What the task asks ▸ Which lines below contain the word "scale"? Copy each of them.

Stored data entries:
_ _ _ _
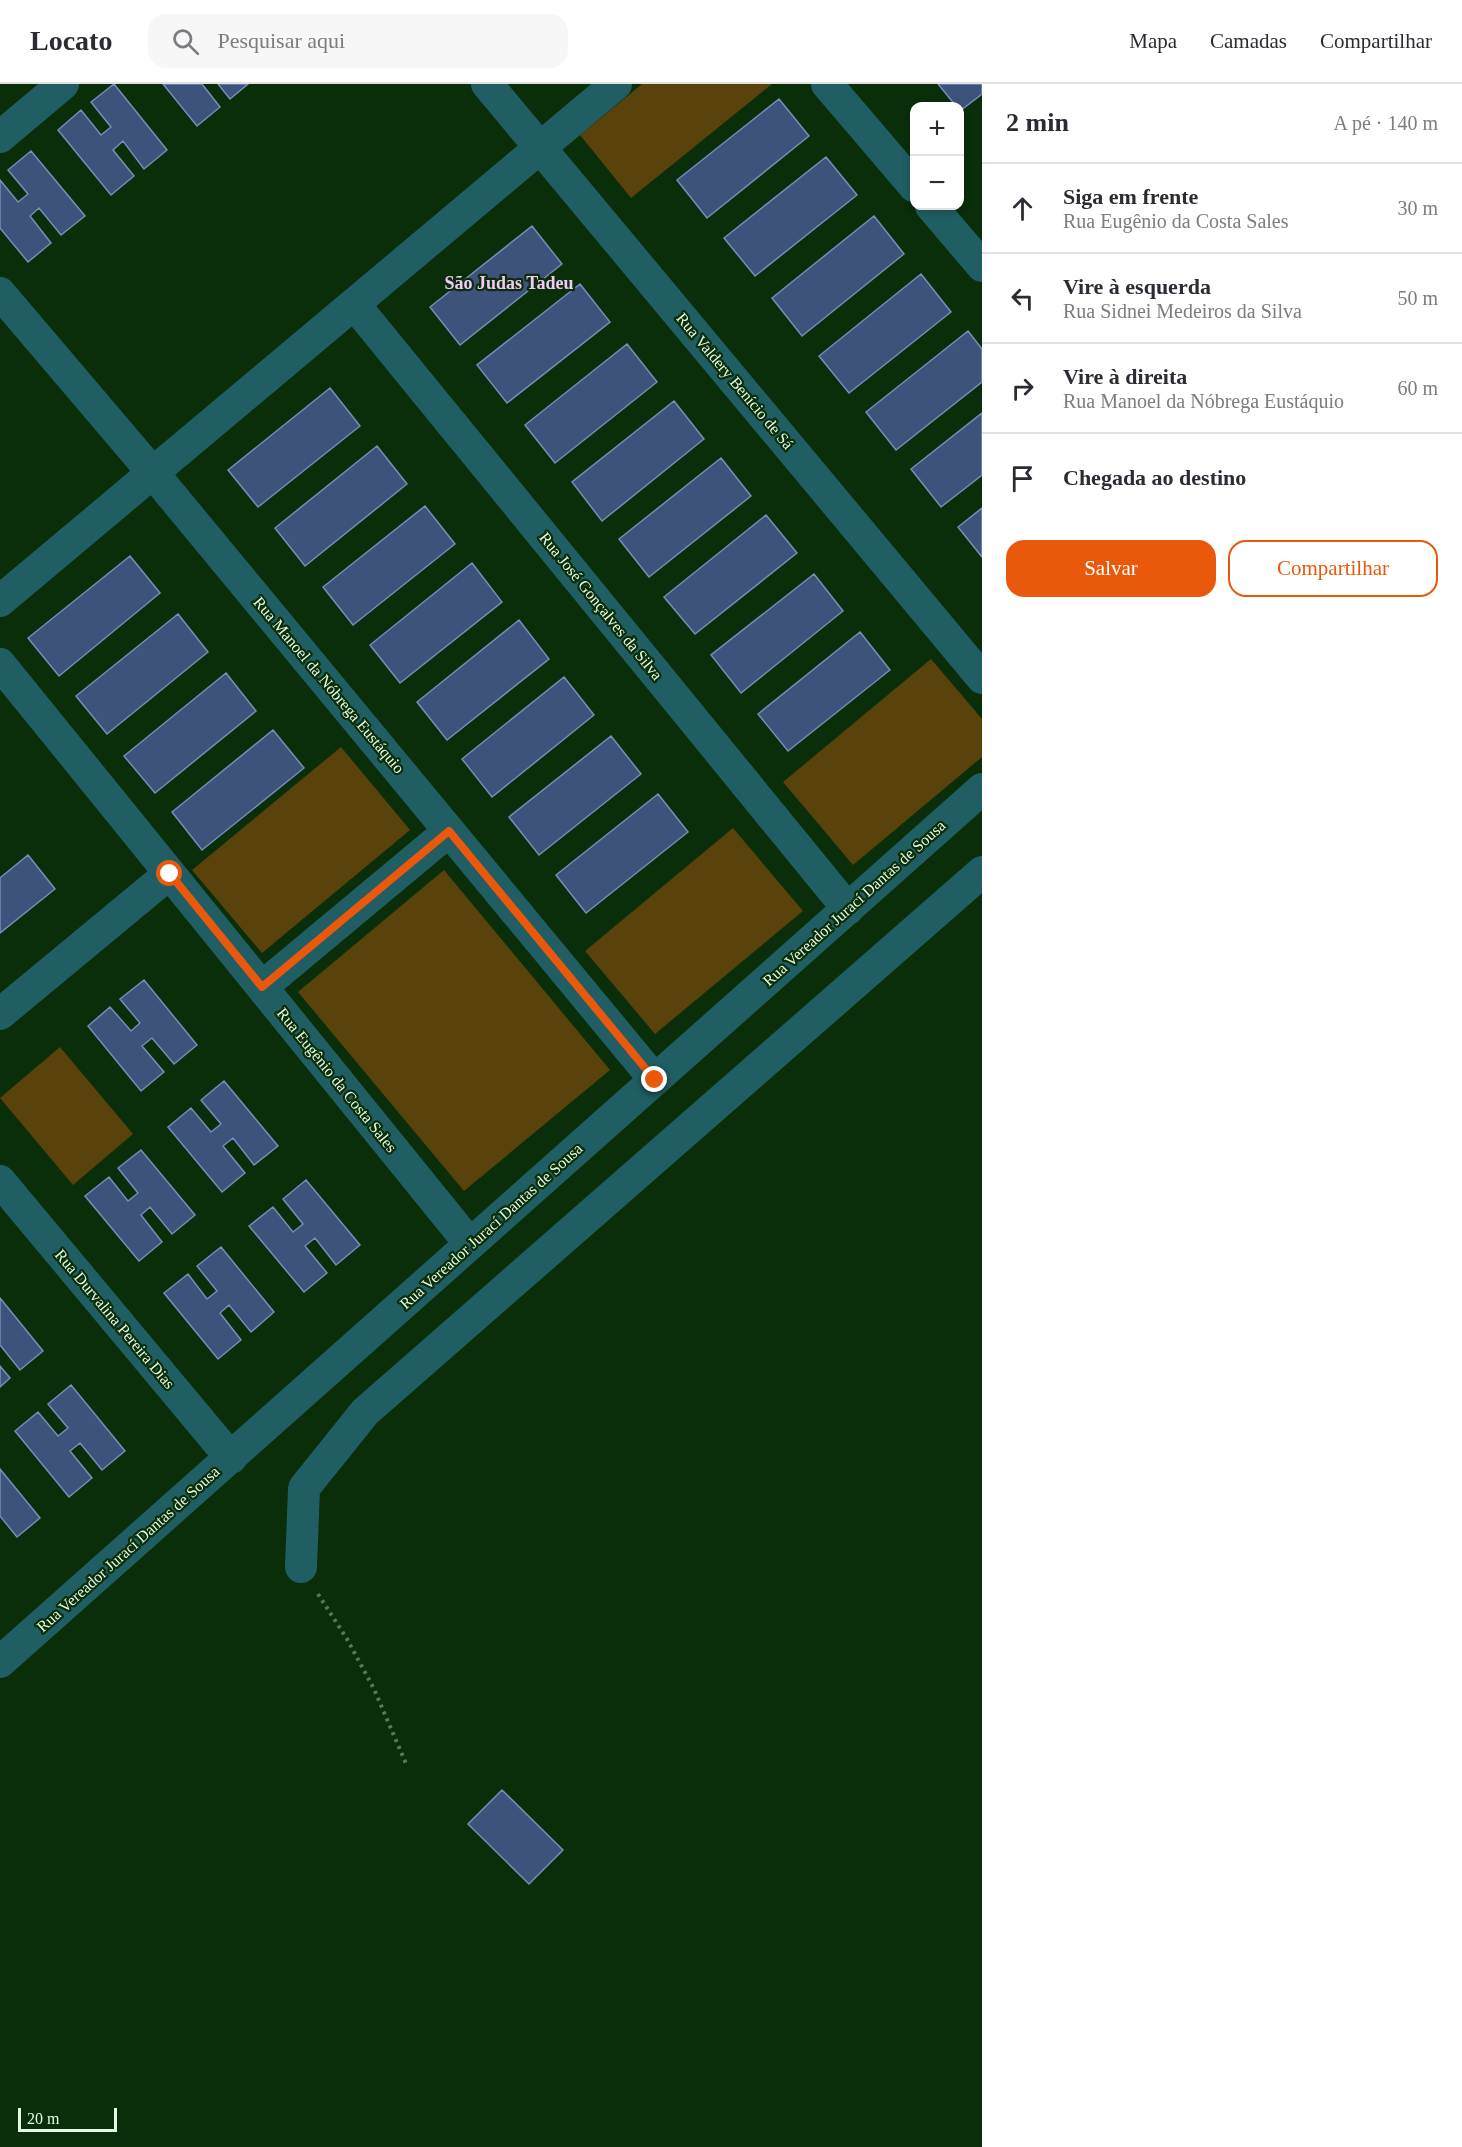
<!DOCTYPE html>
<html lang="pt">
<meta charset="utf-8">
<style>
:root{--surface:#fff;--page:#f7f7f7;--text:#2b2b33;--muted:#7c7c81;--line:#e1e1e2;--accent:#ea580c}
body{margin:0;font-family:Georgia,serif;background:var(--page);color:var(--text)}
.controls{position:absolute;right:18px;top:18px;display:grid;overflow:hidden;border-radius:12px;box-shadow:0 3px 9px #0003}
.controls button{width:54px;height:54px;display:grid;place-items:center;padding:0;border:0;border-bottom:2px solid var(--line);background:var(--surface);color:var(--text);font:30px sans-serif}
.scale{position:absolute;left:18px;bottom:15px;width:99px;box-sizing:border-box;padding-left:6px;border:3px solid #e6fbe5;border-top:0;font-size:16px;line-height:21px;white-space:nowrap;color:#e6fbe5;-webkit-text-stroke:4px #0a2d0a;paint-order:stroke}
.stop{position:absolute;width:18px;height:18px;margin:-14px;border:4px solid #ea580c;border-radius:50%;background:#fff}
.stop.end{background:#ea580c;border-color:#fff;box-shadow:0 2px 6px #0008}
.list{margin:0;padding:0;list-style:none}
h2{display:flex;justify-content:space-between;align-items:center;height:78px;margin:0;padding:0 24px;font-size:26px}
h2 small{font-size:20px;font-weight:400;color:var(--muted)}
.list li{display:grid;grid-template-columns:39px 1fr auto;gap:18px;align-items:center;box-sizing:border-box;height:90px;padding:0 24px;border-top:2px solid var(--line)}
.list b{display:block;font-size:22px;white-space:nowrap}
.list p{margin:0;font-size:20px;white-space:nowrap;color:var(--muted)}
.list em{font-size:20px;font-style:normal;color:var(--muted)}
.actions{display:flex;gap:12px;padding:18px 24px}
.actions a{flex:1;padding:14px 0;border:2px solid var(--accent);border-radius:18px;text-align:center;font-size:21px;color:var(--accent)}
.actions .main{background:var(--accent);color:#fff}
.icon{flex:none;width:33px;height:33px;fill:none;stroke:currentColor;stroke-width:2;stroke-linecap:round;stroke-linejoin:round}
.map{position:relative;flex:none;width:982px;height:2063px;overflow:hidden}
header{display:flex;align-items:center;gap:36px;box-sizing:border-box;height:84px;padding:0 30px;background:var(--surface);border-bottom:2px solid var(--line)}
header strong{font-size:28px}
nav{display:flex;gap:33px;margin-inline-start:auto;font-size:21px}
.search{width:420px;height:54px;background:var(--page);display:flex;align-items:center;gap:15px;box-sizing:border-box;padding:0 21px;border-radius:18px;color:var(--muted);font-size:22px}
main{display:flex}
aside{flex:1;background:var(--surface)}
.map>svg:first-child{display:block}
.green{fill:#5a420c}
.building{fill:#3e537b;stroke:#768db9;stroke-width:1.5}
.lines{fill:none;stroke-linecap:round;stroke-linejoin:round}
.path{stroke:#5a7859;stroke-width:4;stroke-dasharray:3 4.5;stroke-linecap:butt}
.minor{stroke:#205e64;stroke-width:32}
.route{stroke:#ea580c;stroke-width:8}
.labels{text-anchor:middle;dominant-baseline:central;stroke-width:4.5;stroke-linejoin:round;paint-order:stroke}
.street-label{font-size:16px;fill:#e6fbe5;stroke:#0a2d0a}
.neighbourhood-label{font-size:18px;font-weight:bold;fill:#f4c8f8;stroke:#0a2d0a}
</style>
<header>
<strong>Locato</strong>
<div class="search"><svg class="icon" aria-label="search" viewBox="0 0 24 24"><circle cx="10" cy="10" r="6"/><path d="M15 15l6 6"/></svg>Pesquisar aqui</div>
<nav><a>Mapa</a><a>Camadas</a><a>Compartilhar</a></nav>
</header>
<main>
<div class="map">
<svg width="982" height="2063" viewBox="0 0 982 2063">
<rect width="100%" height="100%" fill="#0a2d0a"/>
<path class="green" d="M642,0H772L631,114L580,51Z
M931,575L982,635V673L853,781L783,698Z
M341,663L410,746L262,869L192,786Z
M733,744L803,827L655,950L585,867Z
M444,786L610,986L464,1107L298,908Z
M60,963L133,1050L73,1101L0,1014Z"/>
<path class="building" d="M114,0L167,66L144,85L123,57L113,66L134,92L111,111L58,46L81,26L101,51L111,43L91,18Z
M163,0H202L220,23L197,42Z
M218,0H248L230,15Z
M938,0H982V10L960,27V22H956Z
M779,15L809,52L707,134L677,96Z
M31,67L85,132L61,151L39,124L30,132L51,159L28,178L0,144V96L18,118L28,110L8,86Z
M826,73L857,111L755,192L724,154Z
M874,132L904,170L802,252L772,214Z
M532,142L562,180L460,261L430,223Z
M921,190L951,228L849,309L819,272Z
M580,200L610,238L507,319L477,281Z
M968,247L982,265V298L896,366L866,328Z
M627,260L657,298L555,379L525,341Z
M330,304L360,342L258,423L228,386Z
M674,317L704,355L602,437L572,398Z
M982,329V391L941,423L911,385Z
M377,362L407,400L305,482L275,444Z
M721,374L751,412L649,493L619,455Z
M425,422L455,460L353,541L323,503Z
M982,424V473L958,443Z
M766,431L797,469L695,550L664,513Z
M130,472L160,509L59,592L28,554Z
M472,479L502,518L400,599L370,561Z
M814,490L843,527L741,609L711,571Z
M178,530L208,568L107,650L76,612Z
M519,536L549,575L447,656L417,618Z
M860,548L890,586L788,667L758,630Z
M226,589L256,627L155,709L124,672Z
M564,593L594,631L492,713L462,675Z
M273,646L304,684L202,766L172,728Z
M611,652L641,690L539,771L509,733Z
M658,710L688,748L586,829L556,791Z
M28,771L55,805L0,849V794Z
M144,896L197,961L174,980L152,954L142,962L164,988L141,1007L88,942L110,923L131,947L140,939L120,915Z
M224,997L278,1062L254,1081L233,1054L223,1062L245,1089L222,1108L168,1043L191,1024L211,1048L221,1040L201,1016Z
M141,1066L195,1131L172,1150L150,1123L141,1131L162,1158L139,1177L85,1112L109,1093L128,1117L138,1109L118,1084Z
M306,1096L360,1161L336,1181L315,1154L305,1162L327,1189L304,1208L249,1142L273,1123L293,1148L303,1140L283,1115Z
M221,1163L274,1228L251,1248L229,1221L220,1229L241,1256L218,1275L164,1209L188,1190L207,1215L217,1207L197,1182Z
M0,1214L43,1267L20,1286L0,1261Z
M0,1282L10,1294L0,1303Z
M71,1301L125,1367L102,1386L80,1359L70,1367L92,1394L69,1413L15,1347L38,1328L58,1352L68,1344L48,1320Z
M0,1385L40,1434L17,1453L0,1432Z
M502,1706L563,1766L529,1800L468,1740Z"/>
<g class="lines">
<path class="path" d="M318,1510L347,1555L374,1605L407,1682"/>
<path class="minor" d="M487,0L982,594
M827,0L914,102
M0,53L63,0
M931,122L982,182
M0,209L153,389L655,996
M354,220L848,825
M0,517L616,0
M0,580L470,1160
M262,903L449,747
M0,930L169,790
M0,1097L231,1374
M301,1483L304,1404L365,1328L982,788
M0,1578L982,705"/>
</g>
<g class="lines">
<path class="route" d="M170,790L262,903L449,747L655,996"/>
</g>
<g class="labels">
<g class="street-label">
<text transform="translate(735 297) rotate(50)">Rua Valdery Benício de Sá</text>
<text transform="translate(601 522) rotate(51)">Rua José Gonçalves da Silva</text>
<text transform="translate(329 601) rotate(50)">Rua Manoel da Nóbrega Eustáquio</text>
<text transform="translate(854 819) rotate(-42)">Rua Vereador Jurací Dantas de Sousa</text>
<text transform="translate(337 996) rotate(51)">Rua Eugênio da Costa Sales</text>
<text transform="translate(491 1142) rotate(-42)">Rua Vereador Jurací Dantas de Sousa</text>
<text transform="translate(115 1235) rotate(50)">Rua Durvalina Pereira Dias</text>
<text transform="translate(128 1465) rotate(-42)">Rua Vereador Jurací Dantas de Sousa</text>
</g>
<g class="neighbourhood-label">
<text x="509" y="199">São Judas Tadeu</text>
</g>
</g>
</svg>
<div class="controls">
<button>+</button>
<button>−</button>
</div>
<div class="scale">20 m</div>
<div class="stop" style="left:170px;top:790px"></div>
<div class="stop end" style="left:655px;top:996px"></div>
</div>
<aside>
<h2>2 min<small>A pé · 140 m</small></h2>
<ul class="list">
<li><svg class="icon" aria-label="ahead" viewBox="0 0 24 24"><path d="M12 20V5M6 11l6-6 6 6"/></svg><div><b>Siga em frente</b><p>Rua Eugênio da Costa Sales</p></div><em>30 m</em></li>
<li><svg class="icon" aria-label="left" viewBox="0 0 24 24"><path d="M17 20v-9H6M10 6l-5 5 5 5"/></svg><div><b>Vire à esquerda</b><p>Rua Sidnei Medeiros da Silva</p></div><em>50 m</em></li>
<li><svg class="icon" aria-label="right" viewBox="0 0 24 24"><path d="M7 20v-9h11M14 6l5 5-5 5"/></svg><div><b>Vire à direita</b><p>Rua Manoel da Nóbrega Eustáquio</p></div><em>60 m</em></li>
<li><svg class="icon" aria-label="arrive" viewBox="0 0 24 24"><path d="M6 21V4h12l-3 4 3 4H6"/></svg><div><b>Chegada ao destino</b></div></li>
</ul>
<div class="actions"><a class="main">Salvar</a><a>Compartilhar</a></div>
</aside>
</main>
_ _ _ _
Answer to this problem ▸
.scale{position:absolute;left:18px;bottom:15px;width:99px;box-sizing:border-box;padding-left:6px;border:3px solid #e6fbe5;border-top:0;font-size:16px;line-height:21px;white-space:nowrap;color:#e6fbe5;-webkit-text-stroke:4px #0a2d0a;paint-order:stroke}
<div class="scale">20 m</div>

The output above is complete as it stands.